All experimental data were expressed as mean ± standard deviation (SD) from at least three independent replicates. The data were analyzed using one-way analysis of variance (ANOVA), with the significance level set at p < 0.05. Statistical analysis was performed using one-way ANOVA, followed by Duncan’s multiple range test for post hoc analysis. Statistical significance was defined as p < 0.05.

3. Results and Discussion

3.1. Preparation of Protein Z After Different Processing

PZ samples obtained from different processing stages were analyzed by both SDS-PAGE and native PAGE (Figure 1). As expected, PZ from malt was confirmed to be a monomeric protein with a molecular weight of approximately 40 kDa, which was consistent with previous reports [4]. After the mashing and boiling process, the band of PZ did not change, suggesting the primary structure of PZ had not changed. The smearing observed in the native-PAGE band of PZ was likely associated with the protein’s dynamic aggregation behavior. Overall, differently processed PZ samples exhibited similar purity profiles and aggregation behavior [23], indicating their suitability for subsequent experiments.

Figure 1. Identification of protein Z with different processing. (A) SDS-PAGE, (B) Native-PAGE.

Figure 1. Identification of protein Z with different processing. (A) SDS-PAGE, (B) Native-PAGE.

3.2. Composition Differences Between PZ Molecules with Different Processing

The absorbance intensity at 420 nm indicated the presence of Maillard browning products. Mashing and boiling were key steps in beer production, during which proteins in the wort might undergo changes. Both processes involved heating-induced reactions that are known to promote the Maillard reaction, resulting in the formation of melanoidins [24]. As shown in Figure 2A,B, PZ after boiling exhibited the highest browning intensity and intermediate product content, which was associated with the extended boiling duration [14,25]. In contrast, the mashing temperature remained relatively low (<78 °C), which was attributed to limited Maillard reaction activity and consequently lower browning intensity. These results were consistent with previous reports indicating that temperature was one of the most important factors affecting Maillard reaction efficiency [26].

Meanwhile, the mashing and boiling processes also influenced changes in the free amino acid content. The free amino loss percentage, reflecting changes in free amino group content of the protein, was determined.

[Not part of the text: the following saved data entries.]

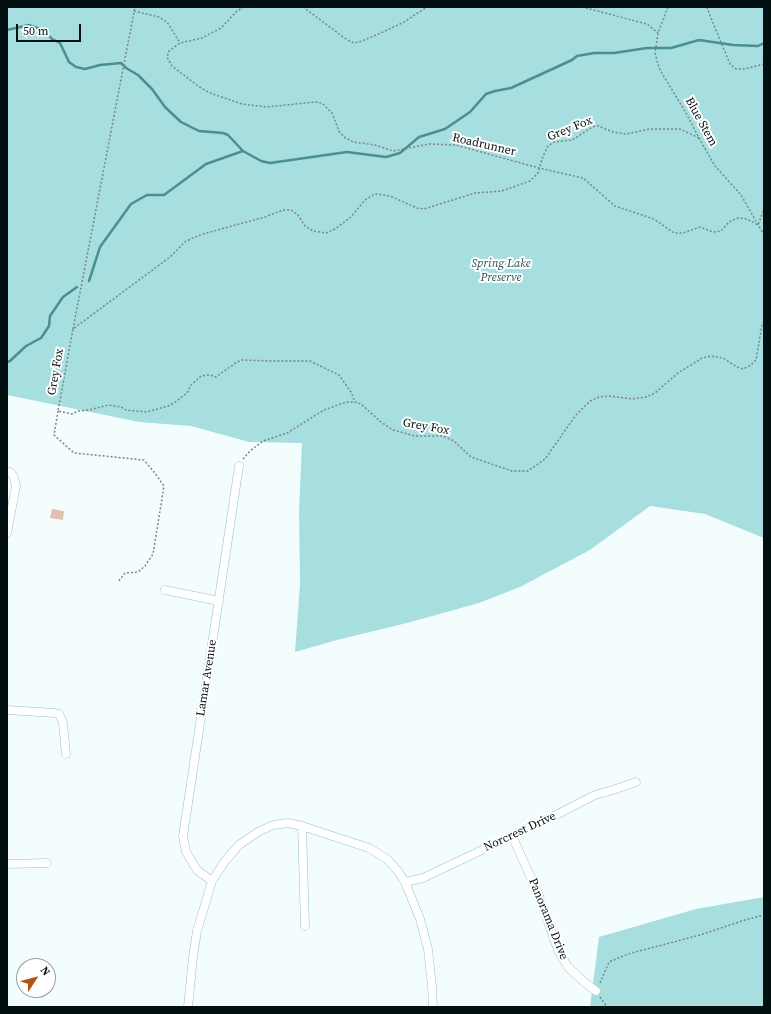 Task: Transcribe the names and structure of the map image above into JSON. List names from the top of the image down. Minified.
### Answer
{"streets":{"street":["Lamar Avenue","Norcrest Drive","Panorama Drive"],"path":["Blue Stem","Grey Fox","Roadrunner"]},"crossings":[["Blue Stem","Grey Fox"],["Blue Stem","Roadrunner"],["Grey Fox","Roadrunner"],["Norcrest Drive","Panorama Drive"]],"parks":["Spring Lake Preserve"],"scale_bar":"50 m","north":"top right"} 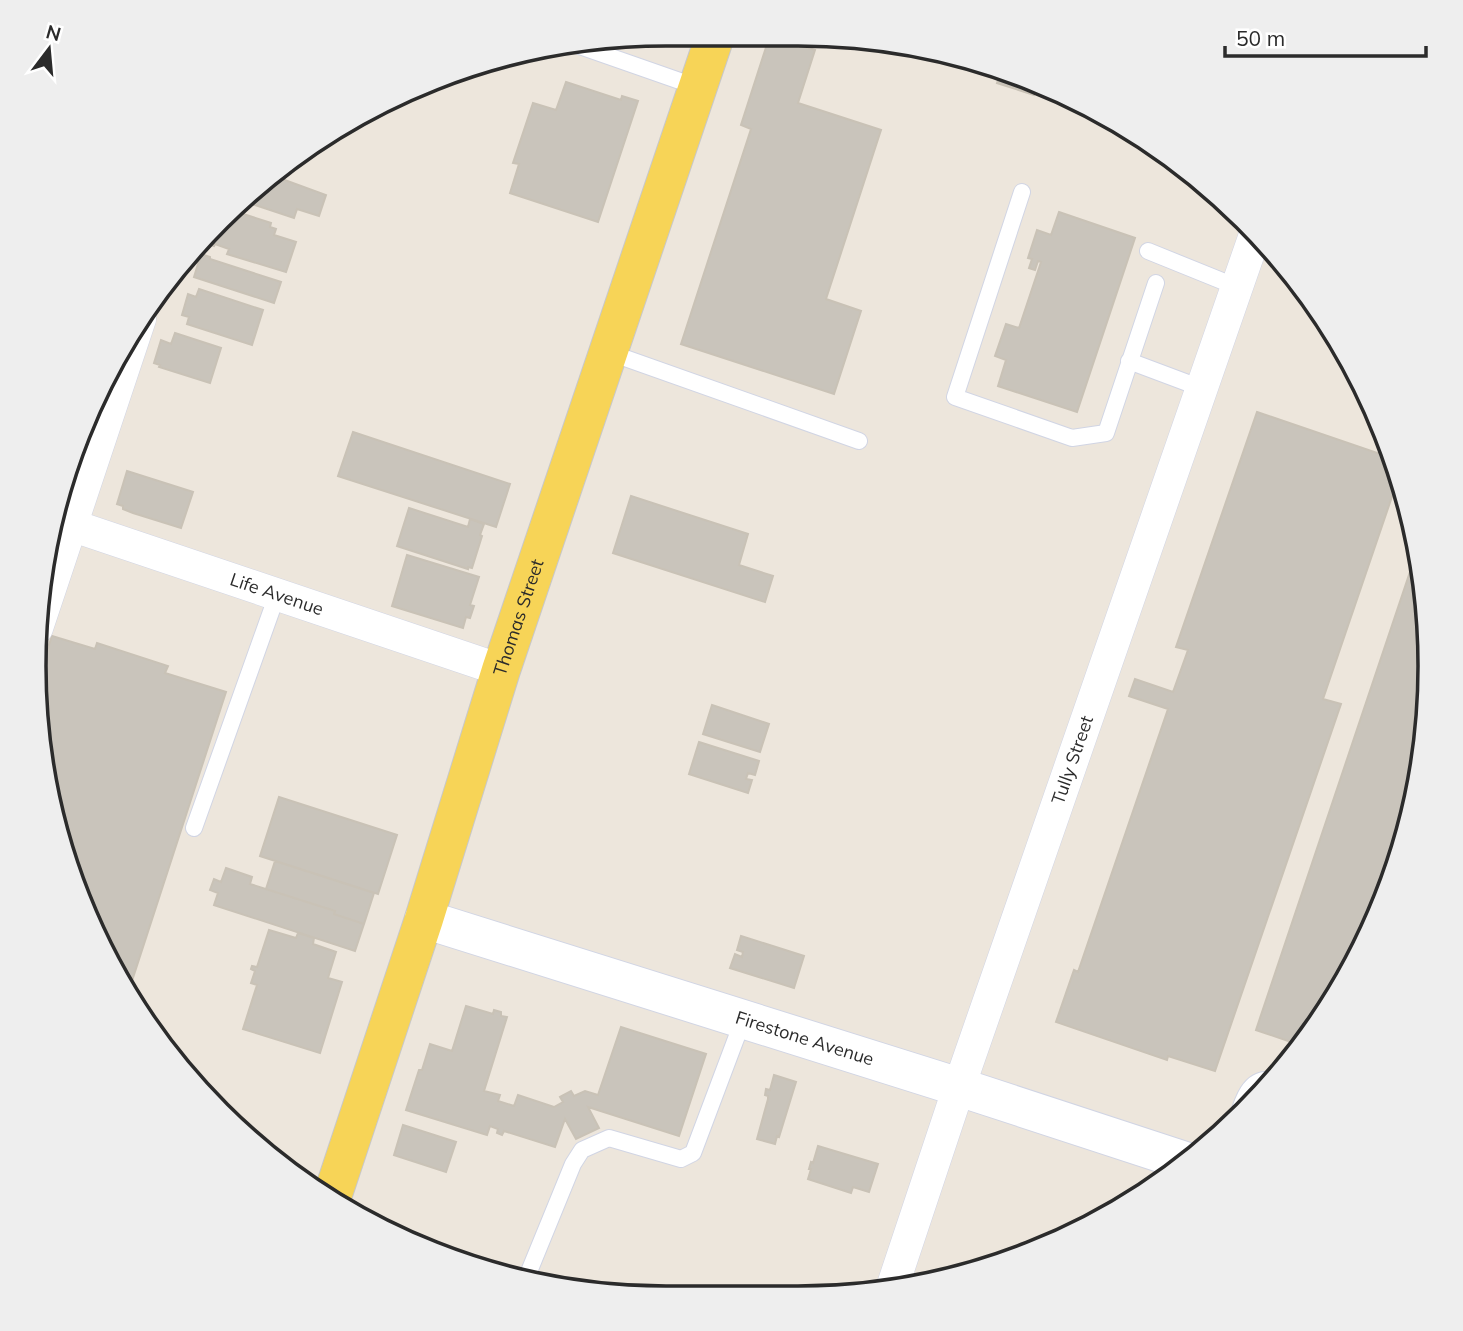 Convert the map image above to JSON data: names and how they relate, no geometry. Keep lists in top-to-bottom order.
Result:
{
  "streets": {
    "main road": ["Thomas Street", "Firestone Avenue"],
    "street": ["Life Avenue", "Tully Street"]
  },
  "crossings": [
    ["Life Avenue", "Thomas Street"],
    ["Thomas Street", "Firestone Avenue"],
    ["Tully Street", "Firestone Avenue"]
  ],
  "scale_bar": "50 m",
  "north": "top"
}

As shown in Figure 2C, unheated PZ exhibited higher free amino loss percentage values compared with BSA, an observation that might be due to the modification of approximately 16% of its lysine residues following translation [2]. After mashing and boiling processes, the free amino loss percentage of PZ further increased, an effect associated with the binding of additional polysaccharides from the wort to PZ and their subsequent participation in Maillard reactions. The trends in free amino loss percentage observed across different PZ samples were consistent with both intermediate and final product formation patterns, indicating a uniform glycation mechanism throughout processing. The above results indicate that the structure of PZ was altered during heat treatment, an effect that is thought to be related to the Maillard reaction between PZ and polysaccharides in the wort. The Maillard reaction is recognized as a pathway to modulate protein function. Previous studies have shown that it can affect protein functionality, such as thermal stability and foaming properties, through structural modification [27].

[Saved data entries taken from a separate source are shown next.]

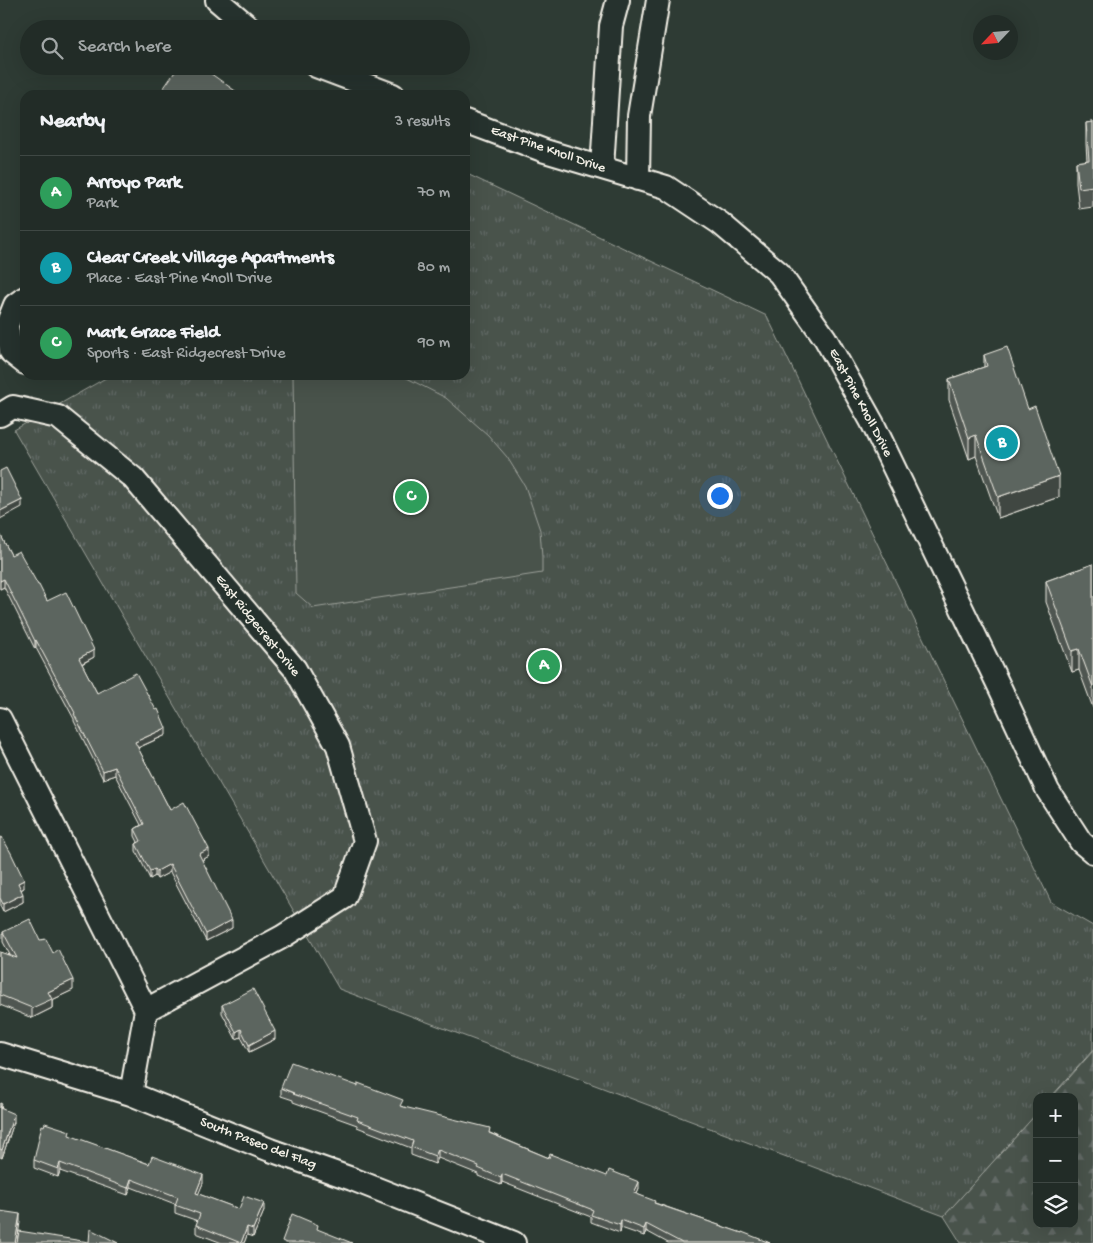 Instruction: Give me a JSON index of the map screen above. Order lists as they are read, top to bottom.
{
  "streets": {
    "street": ["East Pine Knoll Drive", "East Ridgecrest Drive", "South Paseo del Flag"]
  },
  "north": "bottom left",
  "page": {
    "search": "Search here",
    "heading": ["Nearby", "3 results"],
    "list": [
      {
        "mark": "A",
        "name": "Arroyo Park",
        "note": "Park",
        "value": "70 m"
      },
      {
        "mark": "B",
        "name": "Clear Creek Village Apartments",
        "note": "Place · East Pine Knoll Drive",
        "value": "80 m"
      },
      {
        "mark": "C",
        "name": "Mark Grace Field",
        "note": "Sports · East Ridgecrest Drive",
        "value": "90 m"
      }
    ],
    "pins": ["B", "C", "A"],
    "map_buttons": ["+", "−"]
  }
}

3.3. Structural Differences Between PZ Molecules with Different Processing

FT-IR served as an effective analytical method for monitoring heat-induced conformational and structural changes in PZ. As shown in Figure 3A, the FT–IR spectra of all PZ samples exhibited two distinct absorption bands at 3000–3500 cm⁻¹ and 1100 cm⁻¹. The broad absorption band around 3200 cm⁻¹ was commonly associated with N–H stretching vibrations, primarily from amino groups on protein side chains. The gradual decrease in intensity of this band during heating indicated the consumption of free amino groups through their reaction with polysaccharides as processing progressed. The weakening of the peak at 1100–1000 cm⁻¹ in the FT–IR spectrum of PZ, after mashing, which corresponds to C–OH and C–C stretching vibrations of polysaccharides, suggested the hydrolysis of its glycan chains [13]. This effect was more pronounced in PZ after boiling than in PZ, after mashing, an observation that may be related to the partial degradation of polysaccharides via caramelization induced by prolonged boiling, consistent with the browning intensity results [25]. The intensity of the peak at 3600–3000 cm decreased after mashing, with a further reduction following boiling, further suggesting the occurrence of glycan chain hydrolysis during both processes.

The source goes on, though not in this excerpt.